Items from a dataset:
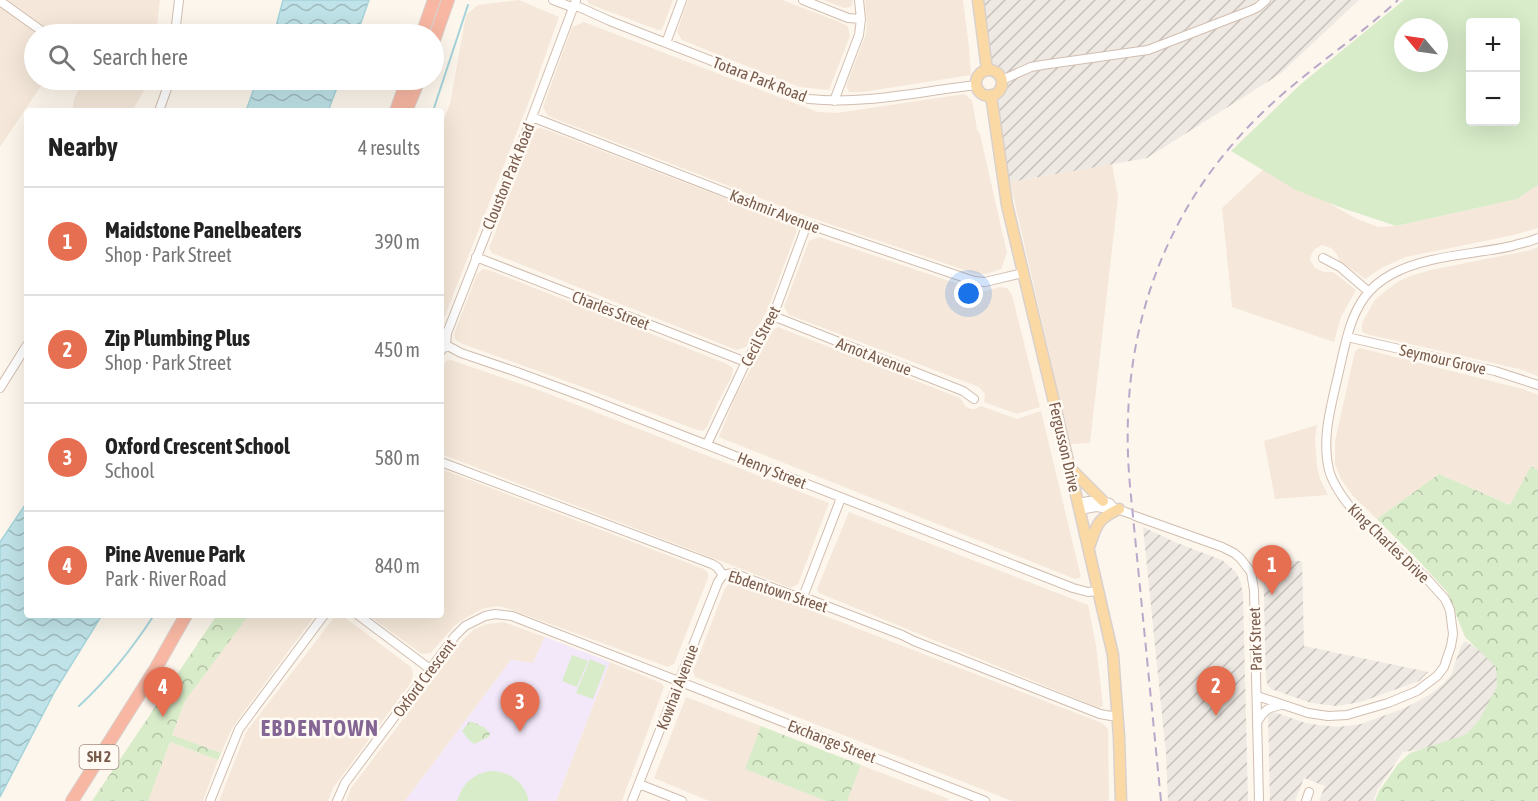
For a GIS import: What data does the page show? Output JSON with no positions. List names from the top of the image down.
{
  "streets": {
    "highway": ["SH 2"],
    "main road": ["Fergusson Drive"],
    "street": [
      "Totara Park Road",
      "Clouston Park Road",
      "Kashmir Avenue",
      "Charles Street",
      "Cecil Street",
      "Arnot Avenue",
      "Seymour Grove",
      "Henry Street",
      "King Charles Drive",
      "Ebdentown Street",
      "Park Street",
      "Oxford Crescent",
      "Kowhai Avenue",
      "Exchange Street"
    ]
  },
  "crossings": [
    ["Totara Park Road", "Clouston Park Road"],
    ["Totara Park Road", "Fergusson Drive"],
    ["Clouston Park Road", "Kashmir Avenue"],
    ["Clouston Park Road", "Charles Street"],
    ["Kashmir Avenue", "Cecil Street"],
    ["Kashmir Avenue", "Fergusson Drive"],
    ["Charles Street", "Cecil Street"],
    ["Cecil Street", "Arnot Avenue"],
    ["Cecil Street", "Henry Street"],
    ["Seymour Grove", "King Charles Drive"],
    ["Fergusson Drive", "Henry Street"],
    ["Fergusson Drive", "Ebdentown Street"],
    ["Fergusson Drive", "Park Street"],
    ["King Charles Drive", "Park Street"],
    ["Ebdentown Street", "Kowhai Avenue"],
    ["Oxford Crescent", "Kowhai Avenue"],
    ["Oxford Crescent", "Exchange Street"],
    ["Kowhai Avenue", "Exchange Street"]
  ],
  "districts": ["EBDENTOWN"],
  "north": "top left",
  "page": {
    "map_buttons": ["+", "−"],
    "search": "Search here",
    "heading": ["Nearby", "4 results"],
    "list": [
      {
        "mark": "1",
        "name": "Maidstone Panelbeaters",
        "note": "Shop · Park Street",
        "value": "390 m"
      },
      {
        "mark": "2",
        "name": "Zip Plumbing Plus",
        "note": "Shop · Park Street",
        "value": "450 m"
      },
      {
        "mark": "3",
        "name": "Oxford Crescent School",
        "note": "School",
        "value": "580 m"
      },
      {
        "mark": "4",
        "name": "Pine Avenue Park",
        "note": "Park · River Road",
        "value": "840 m"
      }
    ],
    "pins": [
      "1",
      "2",
      "4",
      "3"
    ]
  }
}
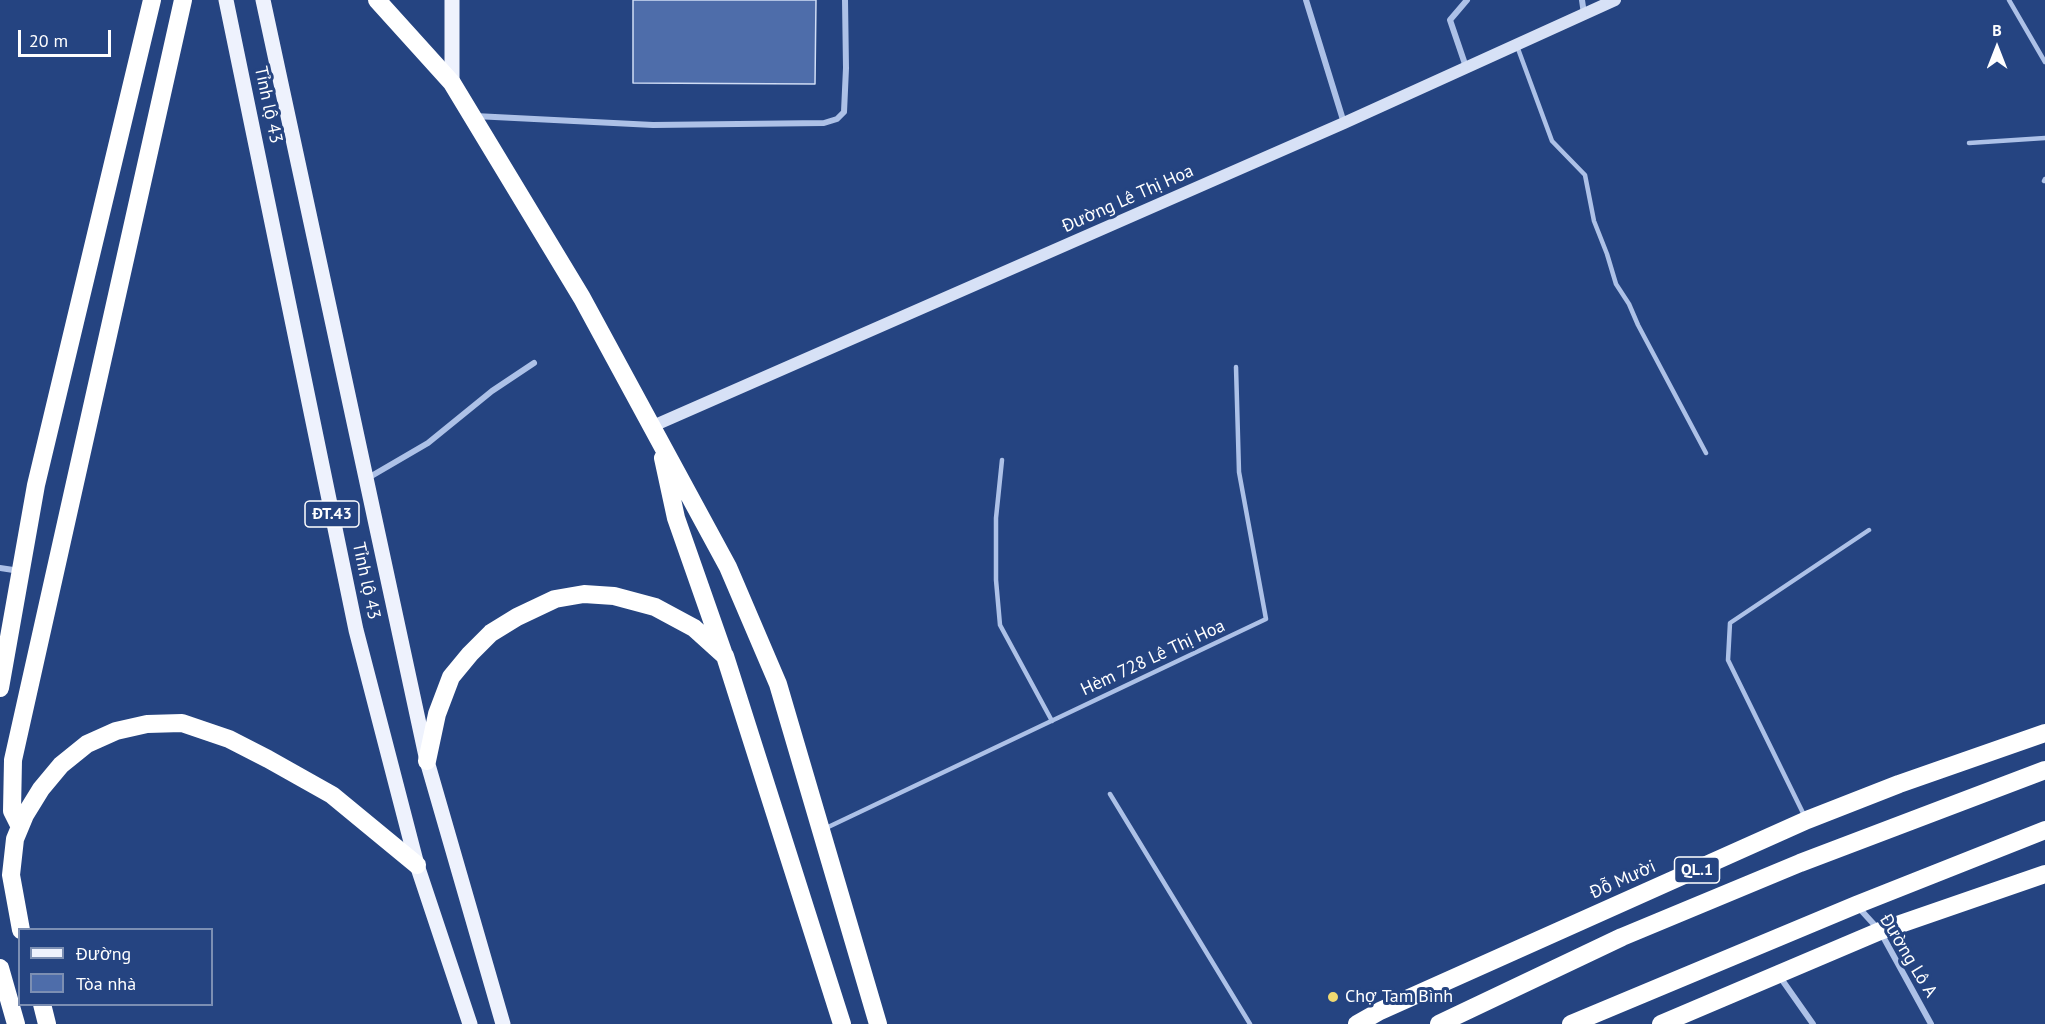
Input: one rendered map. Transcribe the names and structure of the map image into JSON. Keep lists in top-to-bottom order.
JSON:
{
  "streets": {
    "highway": ["QL.1", "Đỗ Mười"],
    "main road": ["Tỉnh lộ 43", "ĐT.43"],
    "street": ["Đường Lê Thị Hoa", "Đường Lô A"],
    "lane": ["Hèm 728 Lê Thị Hoa"]
  },
  "places": ["Chợ Tam Bình"],
  "legend": ["Đường", "Tòa nhà"],
  "scale_bar": "20 m",
  "north": "top"
}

Work instruction:
Give the number of lines in the records that contain the string "Crescent", and nothing besides.

Reply to the task:
4